On Tue, Jan 8, 2013 at 11:51 AM, Simon Riggs si...@2ndquadrant.com wrote:
 On 8 January 2013 18:46, Josh Berkus j...@agliodbs.com wrote:
 On 1/5/13 1:21 PM, Peter Geoghegan wrote:

 On 21 December 2012 14:08, Robert Haas robertmh...@gmail.com wrote:

 I'm sure it's possible; I don't *think* it's terribly easy.


 I'm inclined to agree that this isn't a terribly pressing issue.
 Certainly, the need to introduce a bunch of new infrastructure to
 detect this case seems hard to justify.


 Impossible to justify, I'd say.

 Does anyone have any objections to my adding this to the TODO list, in case
 some clever GSOC student comes up with a way to do it *without* adding a
 bunch of infrastructure?

 Daniel already did object

To briefly reiterate my objection, I observed that one may want to
enter a case of cyclicality on a temporary basis -- to assist with
some intermediate states in remastering, and it'd be nice if Postgres
didn't try to get in the way of that.

I would like to have enough reporting to be able to write tools that
detect cyclicity and other configuration error, and I think that may
exist already in recovery.conf/its successor in postgresql.conf.  A
notable problem here is that UDFs, by their mechanical nature, don't
quite cover all the use cases, as they require the server to be
running and available for hot standby to run.  It seems like reading
recovery.conf or its successor is probably the best option here.

--
fdr


-- 
Sent via pgsql-hackers mailing list (pgsql-hackers@postgresql.org)
To make changes to your subscription:
http://www.postgresql.org/mailpref/pgsql-hackers

Re: [HACKERS] Cascading replication: should we detect/prevent cycles?

2013-01-08 Thread Josh Berkus

Daniel,


 To briefly reiterate my objection, I observed that one may want to
 enter a case of cyclicality on a temporary basis -- to assist with
 some intermediate states in remastering, and it'd be nice if Postgres
 didn't try to get in the way of that.

I don't think it *should* fail.  I think it should write a WARNING to
the logs, to make it easy to debug if the cycle was created accidentally.

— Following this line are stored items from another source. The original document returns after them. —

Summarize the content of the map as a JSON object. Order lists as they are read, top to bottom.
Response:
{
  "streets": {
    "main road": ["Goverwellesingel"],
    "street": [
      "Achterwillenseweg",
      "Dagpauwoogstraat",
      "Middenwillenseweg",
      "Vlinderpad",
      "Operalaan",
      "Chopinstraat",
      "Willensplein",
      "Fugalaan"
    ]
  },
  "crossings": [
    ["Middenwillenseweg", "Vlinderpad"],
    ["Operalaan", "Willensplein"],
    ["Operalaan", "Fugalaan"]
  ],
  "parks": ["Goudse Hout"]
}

 I would like to have enough reporting to be able to write tools that
 detect cyclicity and other configuration error, and I think that may
 exist already in recovery.conf/its successor in postgresql.conf.  A
 notable problem here is that UDFs, by their mechanical nature, don't
 quite cover all the use cases, as they require the server to be
 running and available for hot standby to run.  It seems like reading
 recovery.conf or its successor is probably the best option here.

Well, pg_conninfo will still be in postgresql.conf.  But that doesn't
help you if you're playing fast and loose with virtual IP addresses ...
and arguably, people using Virtual IPs are more likely to accidentally
create a cycle.

Anyway, I'm not saying we solve this now.  I'm saying, put it on the
TODO list in case someone has time/an itch to scratch.

-- 
Josh Berkus
PostgreSQL Experts Inc.
http://pgexperts.com


-- 
Sent via pgsql-hackers mailing list (pgsql-hackers@postgresql.org)
To make changes to your subscription:
http://www.postgresql.org/mailpref/pgsql-hackers

Re: [HACKERS] Cascading replication: should we detect/prevent cycles?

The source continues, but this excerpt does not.